ESTRENO
Crítica de 'Hillbilly, una elegía rural': sin complicación política ni sutileza
Esta adaptación de las memorias de J.D. Vance esquiva matices ambivalentes y reduce a sus personajes a parodias involuntarias
Juan Manuel Freire
Periodista
Periodista y crítico cultural.
Juan Manuel Freire
Hace unos años, las memorias de J.D. Vance se convirtieron en lectura casi obligada para todo el que quisiera entender la victoria electoral de Trump. Vance, recordemos, es un hijo de la clase trabajadora de Ohio que, contra las fuerzas económicas y sociales, logró graduarse en derecho en Yale, protagonizar una charla TED o, bueno, fraternizar con un magnate de Silicon Valley como Peter Thiel, fundador de Palantir. Pero esta última es otra historia.
La historia que Ron Howard quiere contar es menos peliaguda. A partir de un redundante guion de Vanessa Taylor, ha convertido el libro de Vance en un melodrama familiar sin complicaciones políticas, matices ambivalentes ni personajes que reflejen claramente los aspectos más nocivos del ideario ultraconservador. Es solo la historia de un chico especial y la complicada familia que por poco lo hunde, pero que a fin de cuentas le hizo quien es.
Esto último tampoco tendría por qué estar mal. Pero 'Hillbilly, una elegía rural' es bastante mala. Howard puede ser un buen narrador y aquí acierta, a veces, a la hora de mezclar los diferentes tiempos en que se desarrolla la historia: infancia, adolescencia y juventud universitaria de J.D., encarnado en esta última época por un notable Gabriel Basso, el eslabón perdido entre Vincent D'Onofrio y Chris Pratt. Pero, en general, esta vez Howard se equivoca: aborda cada giro emocional con la sutileza de un martillo pilón y reduce a los personajes a parodias involuntarias.

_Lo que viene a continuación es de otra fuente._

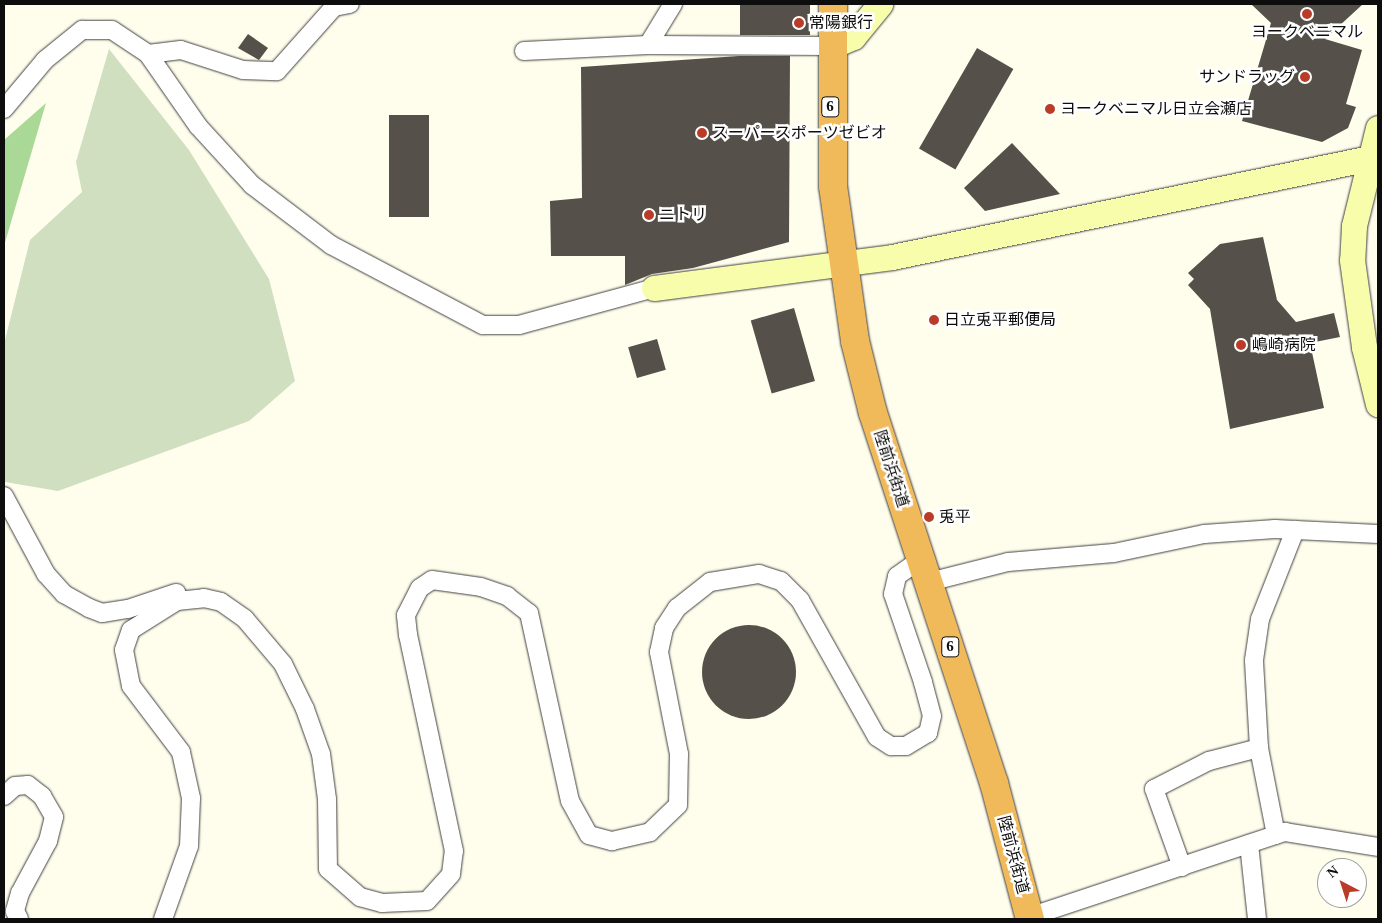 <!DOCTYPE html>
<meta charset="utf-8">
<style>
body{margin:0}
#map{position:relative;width:1382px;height:923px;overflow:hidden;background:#fffeed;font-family:"Times New Roman","Noto Sans JP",serif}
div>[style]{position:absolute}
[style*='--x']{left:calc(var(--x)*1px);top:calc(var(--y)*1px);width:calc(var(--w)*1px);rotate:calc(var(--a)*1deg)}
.forest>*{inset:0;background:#a9d897}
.cemetery>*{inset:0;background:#cfdfbf}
.building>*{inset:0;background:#555049;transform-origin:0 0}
.round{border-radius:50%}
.roads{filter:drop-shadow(0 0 1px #404040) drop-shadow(0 0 1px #404040)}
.street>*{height:18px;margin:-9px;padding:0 9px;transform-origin:9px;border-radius:9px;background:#fff}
.secondary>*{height:25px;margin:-12.5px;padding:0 12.5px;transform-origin:12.5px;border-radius:12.5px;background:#f7fdaa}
.highway>*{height:28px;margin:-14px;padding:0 14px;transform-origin:14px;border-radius:14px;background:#f0b959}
.dots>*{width:14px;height:14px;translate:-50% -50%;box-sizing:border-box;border:2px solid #fff;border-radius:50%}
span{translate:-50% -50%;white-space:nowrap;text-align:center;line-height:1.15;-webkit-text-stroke:5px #fff;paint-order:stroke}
.shield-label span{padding:1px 4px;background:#fff;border:1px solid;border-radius:4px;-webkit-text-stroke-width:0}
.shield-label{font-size:15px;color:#0d0d0d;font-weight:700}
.poi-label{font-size:16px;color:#0d0d0d}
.left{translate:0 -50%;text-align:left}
.right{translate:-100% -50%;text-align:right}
.street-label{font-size:16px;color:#0d0d0d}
.frame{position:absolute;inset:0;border:5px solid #0d0d0d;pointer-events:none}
.north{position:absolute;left:1317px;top:858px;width:50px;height:50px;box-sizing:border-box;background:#fff;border:1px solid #9e9e9e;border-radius:50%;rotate:320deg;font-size:14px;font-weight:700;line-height:20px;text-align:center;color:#0d0d0d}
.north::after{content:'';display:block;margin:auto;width:18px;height:22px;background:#b93c28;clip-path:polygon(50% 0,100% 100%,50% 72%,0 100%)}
</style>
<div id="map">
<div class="forest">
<i style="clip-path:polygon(46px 103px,4px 246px,4px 140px)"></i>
</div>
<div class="cemetery">
<i style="clip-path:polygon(109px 49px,189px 150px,269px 279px,295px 381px,249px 421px,58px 491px,5px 482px,4px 344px,30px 240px,82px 192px,76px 162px)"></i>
</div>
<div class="building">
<i style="left:740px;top:4px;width:70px;height:31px"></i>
<i style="clip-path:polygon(1251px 4px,1363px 4px,1325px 39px,1362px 50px,1346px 104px,1356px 107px,1348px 128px,1322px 142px,1242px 121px,1271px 23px)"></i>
<i style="clip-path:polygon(248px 34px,268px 48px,259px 60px,238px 48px)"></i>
<i style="left:977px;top:48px;width:42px;height:116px;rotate:30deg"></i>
<i style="clip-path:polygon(739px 56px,790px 56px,789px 242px,693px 268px,652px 274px,625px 285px,625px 256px,551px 256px,550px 201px,582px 198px,581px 67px)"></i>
<i style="left:389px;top:115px;width:40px;height:102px"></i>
<i style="clip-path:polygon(1012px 143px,1060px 194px,985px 211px,964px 188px)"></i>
<i style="clip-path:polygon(1263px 237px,1277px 300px,1296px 322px,1334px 313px,1340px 337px,1310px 343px,1324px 408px,1230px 429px,1210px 309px,1188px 285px,1194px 279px,1188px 273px,1220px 244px)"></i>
<i style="left:794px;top:308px;width:76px;height:45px;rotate:74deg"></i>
<i style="left:657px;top:339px;width:32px;height:30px;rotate:74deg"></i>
<i class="round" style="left:702px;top:625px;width:94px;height:94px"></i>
</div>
<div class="roads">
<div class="street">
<i style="--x:648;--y:45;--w:48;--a:-58.6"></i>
<i style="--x:524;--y:51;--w:124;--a:-2.8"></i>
<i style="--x:648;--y:45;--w:184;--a:0.3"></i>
<i style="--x:148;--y:54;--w:33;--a:-7"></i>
<i style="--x:181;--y:50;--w:65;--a:17.9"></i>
<i style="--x:243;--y:70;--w:34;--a:2"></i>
<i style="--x:277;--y:71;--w:86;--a:-48.3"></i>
<i style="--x:334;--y:7;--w:16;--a:-11"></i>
<i style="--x:4;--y:109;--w:64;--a:-50.1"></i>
<i style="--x:45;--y:60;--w:48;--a:-39"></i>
<i style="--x:82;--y:30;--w:30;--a:0"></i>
<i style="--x:112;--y:30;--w:43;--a:33.7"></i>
<i style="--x:148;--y:54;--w:88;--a:55.2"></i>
<i style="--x:198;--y:126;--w:80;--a:47.5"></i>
<i style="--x:252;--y:185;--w:99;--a:37.2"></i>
<i style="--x:331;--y:245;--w:172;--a:27.8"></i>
<i style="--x:483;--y:325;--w:36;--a:0"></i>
<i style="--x:519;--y:325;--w:140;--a:-15.3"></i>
<i style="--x:4;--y:496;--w:89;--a:61.7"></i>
<i style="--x:46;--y:574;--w:27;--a:48"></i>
<i style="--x:64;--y:594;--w:29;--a:29"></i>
<i style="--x:89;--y:608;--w:14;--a:21"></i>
<i style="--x:102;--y:613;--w:26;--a:-9"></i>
<i style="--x:128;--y:609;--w:51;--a:-18.4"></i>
<i style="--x:929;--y:582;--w:81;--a:-14.2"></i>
<i style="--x:1008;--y:562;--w:106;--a:-4.9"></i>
<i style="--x:1114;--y:553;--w:92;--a:-11.9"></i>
<i style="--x:1204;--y:534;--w:71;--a:-4"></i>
<i style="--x:1275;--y:529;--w:103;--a:2.8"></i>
<i style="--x:4;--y:796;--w:15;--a:-42"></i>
<i style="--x:15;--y:786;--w:13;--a:-4"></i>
<i style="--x:28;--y:785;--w:18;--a:38"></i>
<i style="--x:42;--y:796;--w:24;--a:60"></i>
<i style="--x:54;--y:817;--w:25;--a:104"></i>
<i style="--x:48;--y:841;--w:59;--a:118.3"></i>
<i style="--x:20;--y:893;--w:19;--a:106"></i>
<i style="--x:15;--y:911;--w:9;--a:63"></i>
<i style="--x:1276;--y:835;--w:89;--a:-101.1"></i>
<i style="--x:1259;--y:748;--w:88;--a:-93.3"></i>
<i style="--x:1254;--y:660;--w:41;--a:-81.7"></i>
<i style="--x:1260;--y:619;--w:96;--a:-68.5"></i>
<i style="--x:1249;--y:844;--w:75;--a:83.9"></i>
<i style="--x:1182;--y:867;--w:83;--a:-109.7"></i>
<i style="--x:1154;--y:789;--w:62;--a:-27"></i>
<i style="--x:1209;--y:761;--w:52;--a:-14.6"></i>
<i style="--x:1029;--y:917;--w:270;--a:-18.4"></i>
<i style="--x:1285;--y:832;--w:94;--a:9.2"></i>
<i style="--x:163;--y:919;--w:77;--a:-70.4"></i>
<i style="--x:189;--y:846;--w:48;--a:-87.6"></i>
<i style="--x:191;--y:798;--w:47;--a:-102.3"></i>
<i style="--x:181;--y:752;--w:83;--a:-127.1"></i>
<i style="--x:131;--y:686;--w:37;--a:-101"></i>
<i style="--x:124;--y:650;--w:21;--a:-71"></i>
<i style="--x:131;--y:630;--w:54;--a:-32.2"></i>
<i style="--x:177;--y:601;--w:27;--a:-6"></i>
<i style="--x:204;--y:598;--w:17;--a:13"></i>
<i style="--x:221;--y:602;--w:29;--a:35"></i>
<i style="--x:245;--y:619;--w:59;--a:49.8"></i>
<i style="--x:283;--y:664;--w:50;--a:63.9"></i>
<i style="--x:305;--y:709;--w:48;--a:70.4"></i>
<i style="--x:321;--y:754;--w:45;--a:82.4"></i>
<i style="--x:327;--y:799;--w:70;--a:89.2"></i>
<i style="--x:328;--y:869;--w:43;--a:41.2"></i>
<i style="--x:360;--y:897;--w:23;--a:15"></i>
<i style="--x:382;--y:903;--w:45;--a:-2.5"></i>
<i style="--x:427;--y:901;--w:36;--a:-48"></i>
<i style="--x:451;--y:874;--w:23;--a:-83"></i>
<i style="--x:454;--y:851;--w:221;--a:-102"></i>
<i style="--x:408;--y:635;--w:20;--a:-96"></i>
<i style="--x:406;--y:615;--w:30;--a:-63"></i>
<i style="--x:420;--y:588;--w:14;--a:-34"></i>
<i style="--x:432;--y:580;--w:49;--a:8.1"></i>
<i style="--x:481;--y:587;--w:28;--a:19"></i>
<i style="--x:507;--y:596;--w:28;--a:38"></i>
<i style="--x:529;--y:613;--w:192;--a:77.7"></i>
<i style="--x:570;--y:801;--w:39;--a:61"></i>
<i style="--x:589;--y:835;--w:24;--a:15"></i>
<i style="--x:612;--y:841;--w:39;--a:-13"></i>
<i style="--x:650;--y:832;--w:39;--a:-44"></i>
<i style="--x:678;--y:805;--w:51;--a:-88.9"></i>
<i style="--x:679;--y:754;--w:104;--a:-101.1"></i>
<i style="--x:659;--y:652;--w:25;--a:-78"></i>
<i style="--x:664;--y:628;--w:24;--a:-57"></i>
<i style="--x:677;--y:608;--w:42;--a:-38.2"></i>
<i style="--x:710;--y:582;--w:50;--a:-9.3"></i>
<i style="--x:759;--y:574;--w:23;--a:18"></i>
<i style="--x:781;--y:581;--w:27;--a:45"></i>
<i style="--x:800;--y:600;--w:157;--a:60.7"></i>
<i style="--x:877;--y:737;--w:17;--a:33"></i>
<i style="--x:891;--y:746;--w:15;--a:0"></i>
<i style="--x:906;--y:746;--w:26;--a:-31"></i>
<i style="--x:928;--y:733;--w:17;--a:-77"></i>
<i style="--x:932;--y:716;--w:35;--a:-105"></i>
<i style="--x:923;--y:682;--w:93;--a:-108.8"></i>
<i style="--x:893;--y:594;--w:18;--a:-77"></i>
<i style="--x:897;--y:576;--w:29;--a:-35"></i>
</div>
<div class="secondary">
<i style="--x:832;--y:46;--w:23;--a:-23"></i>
<i style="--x:853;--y:37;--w:43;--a:-50.7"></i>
<i style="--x:1378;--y:128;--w:101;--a:103.8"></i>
<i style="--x:1354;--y:226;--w:34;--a:93"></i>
<i style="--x:1352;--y:260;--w:88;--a:82.1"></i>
<i style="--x:1364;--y:347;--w:59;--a:76.2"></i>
<i style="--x:654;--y:288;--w:240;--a:-7.4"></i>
<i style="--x:892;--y:257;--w:496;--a:-11.7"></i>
</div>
<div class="highway">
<i style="--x:833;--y:4;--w:182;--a:90"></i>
<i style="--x:833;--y:186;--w:157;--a:81.9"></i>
<i style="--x:855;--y:341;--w:74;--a:76"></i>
<i style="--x:873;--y:413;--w:389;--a:71.9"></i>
<i style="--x:994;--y:783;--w:141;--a:75.2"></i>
</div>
</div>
<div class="dots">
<i style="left:1307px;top:14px;background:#b93c28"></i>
<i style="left:799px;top:23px;background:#b93c28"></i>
<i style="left:1305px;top:77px;background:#b93c28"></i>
<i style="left:1050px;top:109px;background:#b93c28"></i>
<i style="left:702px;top:133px;background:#b93c28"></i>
<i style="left:649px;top:215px;background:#b93c28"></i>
<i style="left:934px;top:320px;background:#b93c28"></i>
<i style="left:1241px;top:345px;background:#b93c28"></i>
<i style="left:929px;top:517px;background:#b93c28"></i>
</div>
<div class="shield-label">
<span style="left:830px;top:107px">6</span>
<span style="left:950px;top:647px">6</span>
</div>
<div class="poi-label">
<span class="left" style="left:809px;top:23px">常陽銀行</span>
<span style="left:1307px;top:32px">ヨークベニマル</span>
<span class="right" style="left:1295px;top:77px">サンドラッグ</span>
<span class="left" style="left:1060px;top:109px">ヨークベニマル日立会瀬店</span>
<span class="left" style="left:712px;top:133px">スーパースポーツゼビオ</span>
<span class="left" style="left:659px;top:215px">ニトリ</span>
<span class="left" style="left:944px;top:320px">日立兎平郵便局</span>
<span class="left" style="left:1252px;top:345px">嶋崎病院</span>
<span class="left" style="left:939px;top:517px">兎平</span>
</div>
<div class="street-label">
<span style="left:891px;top:469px;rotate:72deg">陸前浜街道</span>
<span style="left:1013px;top:855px;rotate:75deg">陸前浜街道</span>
</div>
<div class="frame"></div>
<div class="north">N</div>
</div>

Lo que, se supone, está concebido como un homenaje (sincero o no) a los grandes olvidados de América tiene bastante de condescendencia (consciente o no).
Quisiera poder decir que Amy Adams hace otro trabajo para la leyenda, pero el de madre heroinómana de J.D. no será recordado como uno de sus mejores papeles, aunque cuando cambia los gritos (o el patinaje desbocado) por el fulgor de una mirada todavía puede brillar. Tampoco Glenn Close, que hace de la abuela brusca-pero-inspiradora, merece ser nominada al Oscar: dejemos de premiar a los actores solo por acceder a pasar un par de horas extra en la sala de maquillaje. Y no, Hans Zimmer tampoco muestra su mejor cara en la partitura; se limita a decir cuándo hay que llorar.